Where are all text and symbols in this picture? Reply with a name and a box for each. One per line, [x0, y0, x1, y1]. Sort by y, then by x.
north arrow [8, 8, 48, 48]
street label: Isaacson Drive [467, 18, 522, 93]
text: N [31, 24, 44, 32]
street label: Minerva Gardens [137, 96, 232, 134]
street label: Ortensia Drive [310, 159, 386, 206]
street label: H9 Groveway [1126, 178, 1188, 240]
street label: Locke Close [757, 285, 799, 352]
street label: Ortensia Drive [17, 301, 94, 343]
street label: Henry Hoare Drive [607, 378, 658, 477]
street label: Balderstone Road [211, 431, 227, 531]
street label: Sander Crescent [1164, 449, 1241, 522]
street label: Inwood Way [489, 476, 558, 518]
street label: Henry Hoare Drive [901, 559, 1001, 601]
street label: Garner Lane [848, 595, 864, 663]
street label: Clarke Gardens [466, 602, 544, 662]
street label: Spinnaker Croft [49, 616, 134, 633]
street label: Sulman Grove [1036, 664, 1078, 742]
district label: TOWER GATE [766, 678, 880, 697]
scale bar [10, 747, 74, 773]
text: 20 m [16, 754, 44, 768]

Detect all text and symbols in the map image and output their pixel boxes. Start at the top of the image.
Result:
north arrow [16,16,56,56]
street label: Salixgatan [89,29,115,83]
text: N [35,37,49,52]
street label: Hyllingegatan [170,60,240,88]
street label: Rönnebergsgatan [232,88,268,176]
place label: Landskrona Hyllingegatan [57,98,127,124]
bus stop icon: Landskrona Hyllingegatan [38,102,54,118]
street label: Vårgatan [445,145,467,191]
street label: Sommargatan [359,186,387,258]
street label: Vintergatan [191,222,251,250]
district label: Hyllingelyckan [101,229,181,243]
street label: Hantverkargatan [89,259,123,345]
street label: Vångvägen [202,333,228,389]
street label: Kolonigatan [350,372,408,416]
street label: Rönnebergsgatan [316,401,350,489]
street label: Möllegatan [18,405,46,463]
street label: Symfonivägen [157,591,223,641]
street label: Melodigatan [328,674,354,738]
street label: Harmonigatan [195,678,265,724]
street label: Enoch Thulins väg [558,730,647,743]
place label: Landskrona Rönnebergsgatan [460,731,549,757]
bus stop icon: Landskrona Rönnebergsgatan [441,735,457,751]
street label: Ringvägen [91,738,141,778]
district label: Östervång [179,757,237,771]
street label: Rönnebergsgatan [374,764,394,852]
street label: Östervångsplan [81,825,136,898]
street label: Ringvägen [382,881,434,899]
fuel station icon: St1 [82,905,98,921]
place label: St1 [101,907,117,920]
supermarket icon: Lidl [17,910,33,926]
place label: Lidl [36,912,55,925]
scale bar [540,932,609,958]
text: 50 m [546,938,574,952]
------------------------------------------------------------------------
Every record must appear in the answer exactly as it does above.

--- Written solution ---
Where are all text and symbols in this picture? Reply with a name and a box for each. One per line, [x0, y0, x1, y1]. Sort by y, then by x.
north arrow [8, 8, 48, 48]
street label: Isaacson Drive [467, 18, 522, 93]
text: N [31, 24, 44, 32]
street label: Minerva Gardens [137, 96, 232, 134]
street label: Ortensia Drive [310, 159, 386, 206]
street label: H9 Groveway [1126, 178, 1188, 240]
street label: Locke Close [757, 285, 799, 352]
street label: Ortensia Drive [17, 301, 94, 343]
street label: Henry Hoare Drive [607, 378, 658, 477]
street label: Balderstone Road [211, 431, 227, 531]
street label: Sander Crescent [1164, 449, 1241, 522]
street label: Inwood Way [489, 476, 558, 518]
street label: Henry Hoare Drive [901, 559, 1001, 601]
street label: Garner Lane [848, 595, 864, 663]
street label: Clarke Gardens [466, 602, 544, 662]
street label: Spinnaker Croft [49, 616, 134, 633]
street label: Sulman Grove [1036, 664, 1078, 742]
district label: TOWER GATE [766, 678, 880, 697]
scale bar [10, 747, 74, 773]
text: 20 m [16, 754, 44, 768]

Detect all text and symbols in the map image and output their pixel boxes. Start at the top of the image.
Result:
north arrow [16,16,56,56]
street label: Salixgatan [89,29,115,83]
text: N [35,37,49,52]
street label: Hyllingegatan [170,60,240,88]
street label: Rönnebergsgatan [232,88,268,176]
place label: Landskrona Hyllingegatan [57,98,127,124]
bus stop icon: Landskrona Hyllingegatan [38,102,54,118]
street label: Vårgatan [445,145,467,191]
street label: Sommargatan [359,186,387,258]
street label: Vintergatan [191,222,251,250]
district label: Hyllingelyckan [101,229,181,243]
street label: Hantverkargatan [89,259,123,345]
street label: Vångvägen [202,333,228,389]
street label: Kolonigatan [350,372,408,416]
street label: Rönnebergsgatan [316,401,350,489]
street label: Möllegatan [18,405,46,463]
street label: Symfonivägen [157,591,223,641]
street label: Melodigatan [328,674,354,738]
street label: Harmonigatan [195,678,265,724]
street label: Enoch Thulins väg [558,730,647,743]
place label: Landskrona Rönnebergsgatan [460,731,549,757]
bus stop icon: Landskrona Rönnebergsgatan [441,735,457,751]
street label: Ringvägen [91,738,141,778]
district label: Östervång [179,757,237,771]
street label: Rönnebergsgatan [374,764,394,852]
street label: Östervångsplan [81,825,136,898]
street label: Ringvägen [382,881,434,899]
fuel station icon: St1 [82,905,98,921]
place label: St1 [101,907,117,920]
supermarket icon: Lidl [17,910,33,926]
place label: Lidl [36,912,55,925]
scale bar [540,932,609,958]
text: 50 m [546,938,574,952]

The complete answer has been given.